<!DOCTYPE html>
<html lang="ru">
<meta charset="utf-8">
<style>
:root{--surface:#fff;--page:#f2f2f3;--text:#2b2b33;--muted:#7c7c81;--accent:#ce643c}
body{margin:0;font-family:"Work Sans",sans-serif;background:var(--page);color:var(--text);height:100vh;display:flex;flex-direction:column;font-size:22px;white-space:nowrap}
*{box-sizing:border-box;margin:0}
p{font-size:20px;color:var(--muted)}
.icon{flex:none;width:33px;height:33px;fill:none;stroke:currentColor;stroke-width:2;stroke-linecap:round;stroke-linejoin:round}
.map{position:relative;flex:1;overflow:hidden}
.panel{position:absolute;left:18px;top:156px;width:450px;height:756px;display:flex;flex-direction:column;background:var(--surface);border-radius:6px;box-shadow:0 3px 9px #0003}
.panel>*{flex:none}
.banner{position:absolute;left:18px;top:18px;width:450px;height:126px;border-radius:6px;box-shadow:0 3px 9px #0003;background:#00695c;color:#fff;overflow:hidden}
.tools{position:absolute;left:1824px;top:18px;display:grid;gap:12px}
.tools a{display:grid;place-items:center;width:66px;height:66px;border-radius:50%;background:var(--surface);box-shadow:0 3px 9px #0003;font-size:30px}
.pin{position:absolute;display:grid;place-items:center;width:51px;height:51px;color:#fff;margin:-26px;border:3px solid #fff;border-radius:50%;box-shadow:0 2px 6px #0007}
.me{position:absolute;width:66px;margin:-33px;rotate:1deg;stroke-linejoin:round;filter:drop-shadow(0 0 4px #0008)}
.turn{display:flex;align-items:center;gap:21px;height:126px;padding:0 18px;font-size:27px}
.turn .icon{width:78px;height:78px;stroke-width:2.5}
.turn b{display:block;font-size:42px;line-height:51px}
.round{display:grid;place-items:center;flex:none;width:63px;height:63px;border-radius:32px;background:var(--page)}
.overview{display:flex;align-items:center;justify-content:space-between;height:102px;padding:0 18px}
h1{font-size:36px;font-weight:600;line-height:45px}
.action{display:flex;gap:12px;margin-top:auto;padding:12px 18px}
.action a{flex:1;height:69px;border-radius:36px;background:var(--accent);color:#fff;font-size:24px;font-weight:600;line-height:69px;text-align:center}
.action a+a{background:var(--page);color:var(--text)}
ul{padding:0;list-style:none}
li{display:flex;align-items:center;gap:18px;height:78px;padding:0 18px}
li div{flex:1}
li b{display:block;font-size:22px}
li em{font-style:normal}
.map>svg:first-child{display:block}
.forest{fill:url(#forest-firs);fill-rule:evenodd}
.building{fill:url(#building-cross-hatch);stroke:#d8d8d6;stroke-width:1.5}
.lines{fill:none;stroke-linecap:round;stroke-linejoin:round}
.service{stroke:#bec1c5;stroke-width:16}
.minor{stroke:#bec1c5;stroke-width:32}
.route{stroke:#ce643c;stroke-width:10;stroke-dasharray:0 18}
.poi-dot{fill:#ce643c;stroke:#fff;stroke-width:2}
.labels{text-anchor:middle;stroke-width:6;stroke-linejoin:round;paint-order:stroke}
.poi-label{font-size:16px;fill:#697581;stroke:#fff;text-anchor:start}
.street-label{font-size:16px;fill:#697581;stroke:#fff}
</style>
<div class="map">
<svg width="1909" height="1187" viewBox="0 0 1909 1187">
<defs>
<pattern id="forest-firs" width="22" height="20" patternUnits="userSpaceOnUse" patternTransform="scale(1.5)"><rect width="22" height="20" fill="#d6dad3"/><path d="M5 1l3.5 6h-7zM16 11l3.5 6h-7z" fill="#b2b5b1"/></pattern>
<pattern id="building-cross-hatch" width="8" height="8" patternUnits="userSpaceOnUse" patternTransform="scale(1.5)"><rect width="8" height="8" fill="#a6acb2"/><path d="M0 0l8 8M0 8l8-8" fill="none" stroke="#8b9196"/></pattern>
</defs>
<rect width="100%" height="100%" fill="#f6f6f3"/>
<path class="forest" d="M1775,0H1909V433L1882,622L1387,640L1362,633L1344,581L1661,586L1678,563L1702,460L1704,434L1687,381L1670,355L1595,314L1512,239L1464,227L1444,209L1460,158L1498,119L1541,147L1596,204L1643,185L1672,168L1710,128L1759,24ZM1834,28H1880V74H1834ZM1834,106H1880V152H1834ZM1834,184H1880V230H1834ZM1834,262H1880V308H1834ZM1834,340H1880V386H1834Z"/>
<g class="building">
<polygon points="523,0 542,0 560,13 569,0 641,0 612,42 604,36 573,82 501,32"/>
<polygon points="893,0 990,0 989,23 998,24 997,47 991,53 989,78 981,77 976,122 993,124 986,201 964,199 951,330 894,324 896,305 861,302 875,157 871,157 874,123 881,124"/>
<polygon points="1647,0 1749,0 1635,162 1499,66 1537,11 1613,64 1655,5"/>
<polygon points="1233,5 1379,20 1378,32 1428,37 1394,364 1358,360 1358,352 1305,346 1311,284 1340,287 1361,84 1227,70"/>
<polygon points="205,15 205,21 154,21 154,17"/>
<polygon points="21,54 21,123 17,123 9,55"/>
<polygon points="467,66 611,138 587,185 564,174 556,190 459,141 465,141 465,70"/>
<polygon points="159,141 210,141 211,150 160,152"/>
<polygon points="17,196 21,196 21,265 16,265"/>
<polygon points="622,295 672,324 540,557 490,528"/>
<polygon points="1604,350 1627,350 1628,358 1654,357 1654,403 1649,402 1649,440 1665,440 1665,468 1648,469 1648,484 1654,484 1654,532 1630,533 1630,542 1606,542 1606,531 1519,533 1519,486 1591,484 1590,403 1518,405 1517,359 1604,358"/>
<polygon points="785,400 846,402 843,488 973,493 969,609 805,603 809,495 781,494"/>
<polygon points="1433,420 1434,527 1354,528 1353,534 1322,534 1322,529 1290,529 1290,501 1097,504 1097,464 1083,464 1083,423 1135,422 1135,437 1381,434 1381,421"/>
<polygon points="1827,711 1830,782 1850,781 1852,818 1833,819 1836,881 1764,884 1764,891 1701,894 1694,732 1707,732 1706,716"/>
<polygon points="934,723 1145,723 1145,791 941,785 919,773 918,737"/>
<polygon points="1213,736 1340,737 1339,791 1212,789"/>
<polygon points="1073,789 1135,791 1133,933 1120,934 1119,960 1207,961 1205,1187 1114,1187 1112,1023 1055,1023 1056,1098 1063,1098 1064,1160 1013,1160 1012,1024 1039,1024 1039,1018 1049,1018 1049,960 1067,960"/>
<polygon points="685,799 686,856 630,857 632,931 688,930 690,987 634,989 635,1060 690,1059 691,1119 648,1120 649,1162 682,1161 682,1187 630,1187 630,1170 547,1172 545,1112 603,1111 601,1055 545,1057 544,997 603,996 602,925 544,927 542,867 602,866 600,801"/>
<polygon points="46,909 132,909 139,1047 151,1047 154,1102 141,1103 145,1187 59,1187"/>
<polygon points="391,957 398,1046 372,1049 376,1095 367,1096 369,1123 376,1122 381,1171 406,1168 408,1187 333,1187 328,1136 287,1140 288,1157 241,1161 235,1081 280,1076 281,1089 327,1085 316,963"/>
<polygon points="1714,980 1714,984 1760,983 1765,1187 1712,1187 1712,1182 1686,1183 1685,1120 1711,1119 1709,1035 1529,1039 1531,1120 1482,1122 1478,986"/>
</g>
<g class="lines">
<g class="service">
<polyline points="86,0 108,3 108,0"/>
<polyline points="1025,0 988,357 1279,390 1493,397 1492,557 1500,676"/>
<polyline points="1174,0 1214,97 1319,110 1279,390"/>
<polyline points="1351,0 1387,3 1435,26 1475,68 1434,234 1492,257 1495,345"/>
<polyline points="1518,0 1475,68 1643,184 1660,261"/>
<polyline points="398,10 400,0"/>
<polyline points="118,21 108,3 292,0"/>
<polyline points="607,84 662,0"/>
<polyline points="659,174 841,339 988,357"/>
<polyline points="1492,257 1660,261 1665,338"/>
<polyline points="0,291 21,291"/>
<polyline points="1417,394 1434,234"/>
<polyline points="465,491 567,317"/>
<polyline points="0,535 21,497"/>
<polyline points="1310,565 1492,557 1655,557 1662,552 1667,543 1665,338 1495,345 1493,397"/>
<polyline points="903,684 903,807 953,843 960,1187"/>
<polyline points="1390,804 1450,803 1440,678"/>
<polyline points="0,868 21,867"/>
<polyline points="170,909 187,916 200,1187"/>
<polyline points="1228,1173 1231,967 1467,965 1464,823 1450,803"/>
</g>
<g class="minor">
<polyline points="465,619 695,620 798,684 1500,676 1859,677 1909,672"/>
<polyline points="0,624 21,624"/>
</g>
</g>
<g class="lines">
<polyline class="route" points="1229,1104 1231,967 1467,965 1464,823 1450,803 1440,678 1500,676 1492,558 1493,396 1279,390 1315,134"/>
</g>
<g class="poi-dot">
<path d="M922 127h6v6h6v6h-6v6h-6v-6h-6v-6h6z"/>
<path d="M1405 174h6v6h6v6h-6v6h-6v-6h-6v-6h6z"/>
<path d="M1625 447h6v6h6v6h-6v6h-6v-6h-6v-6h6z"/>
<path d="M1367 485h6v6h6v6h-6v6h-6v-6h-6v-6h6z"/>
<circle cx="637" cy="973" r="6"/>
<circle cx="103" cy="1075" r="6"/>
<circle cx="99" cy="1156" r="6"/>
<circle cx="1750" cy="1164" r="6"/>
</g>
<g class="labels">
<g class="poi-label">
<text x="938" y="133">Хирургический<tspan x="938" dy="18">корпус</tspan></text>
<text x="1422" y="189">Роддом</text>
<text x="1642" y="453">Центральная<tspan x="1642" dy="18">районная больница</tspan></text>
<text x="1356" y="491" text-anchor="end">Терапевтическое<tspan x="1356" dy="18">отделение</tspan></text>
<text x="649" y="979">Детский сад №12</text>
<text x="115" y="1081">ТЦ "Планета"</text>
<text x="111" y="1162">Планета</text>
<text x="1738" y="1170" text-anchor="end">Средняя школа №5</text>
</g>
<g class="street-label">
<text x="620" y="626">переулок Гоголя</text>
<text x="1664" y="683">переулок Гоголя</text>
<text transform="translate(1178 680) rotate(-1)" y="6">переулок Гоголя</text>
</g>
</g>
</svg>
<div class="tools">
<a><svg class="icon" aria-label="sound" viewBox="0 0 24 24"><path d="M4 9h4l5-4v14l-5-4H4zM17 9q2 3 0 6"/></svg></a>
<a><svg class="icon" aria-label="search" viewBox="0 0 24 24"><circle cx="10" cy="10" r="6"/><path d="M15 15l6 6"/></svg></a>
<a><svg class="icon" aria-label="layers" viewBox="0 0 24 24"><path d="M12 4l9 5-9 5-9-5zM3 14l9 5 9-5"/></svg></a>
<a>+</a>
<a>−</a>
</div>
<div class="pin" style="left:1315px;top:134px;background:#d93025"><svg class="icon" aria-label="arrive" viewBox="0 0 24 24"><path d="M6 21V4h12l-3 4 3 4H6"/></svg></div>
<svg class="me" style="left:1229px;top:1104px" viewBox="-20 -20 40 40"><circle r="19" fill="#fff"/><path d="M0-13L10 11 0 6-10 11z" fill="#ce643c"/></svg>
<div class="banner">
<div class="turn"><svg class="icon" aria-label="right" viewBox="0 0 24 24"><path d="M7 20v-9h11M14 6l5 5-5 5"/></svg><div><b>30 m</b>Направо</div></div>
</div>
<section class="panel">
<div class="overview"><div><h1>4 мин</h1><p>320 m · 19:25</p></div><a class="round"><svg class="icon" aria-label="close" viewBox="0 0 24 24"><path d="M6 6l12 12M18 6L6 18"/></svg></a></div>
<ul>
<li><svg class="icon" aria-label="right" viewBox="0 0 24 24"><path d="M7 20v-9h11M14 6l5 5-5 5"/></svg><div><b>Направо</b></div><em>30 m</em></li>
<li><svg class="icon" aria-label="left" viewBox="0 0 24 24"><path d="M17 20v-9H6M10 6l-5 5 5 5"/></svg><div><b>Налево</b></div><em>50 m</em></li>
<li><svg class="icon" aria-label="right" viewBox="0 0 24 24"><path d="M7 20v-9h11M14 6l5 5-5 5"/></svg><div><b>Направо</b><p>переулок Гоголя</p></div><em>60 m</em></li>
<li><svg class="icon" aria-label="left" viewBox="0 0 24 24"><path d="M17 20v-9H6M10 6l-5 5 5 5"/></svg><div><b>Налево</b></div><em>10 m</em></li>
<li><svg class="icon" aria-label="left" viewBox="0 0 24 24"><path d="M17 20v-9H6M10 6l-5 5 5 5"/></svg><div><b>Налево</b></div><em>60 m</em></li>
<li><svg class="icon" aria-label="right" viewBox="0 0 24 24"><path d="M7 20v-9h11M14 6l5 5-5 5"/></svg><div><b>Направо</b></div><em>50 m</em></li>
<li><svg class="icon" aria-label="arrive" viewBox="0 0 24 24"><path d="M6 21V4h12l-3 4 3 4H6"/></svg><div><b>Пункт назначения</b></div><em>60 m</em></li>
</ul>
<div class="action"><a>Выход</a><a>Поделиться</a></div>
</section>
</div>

What this task involves
Count every line above that holds the string "column" and give the total, nothing more.

Result for this task
2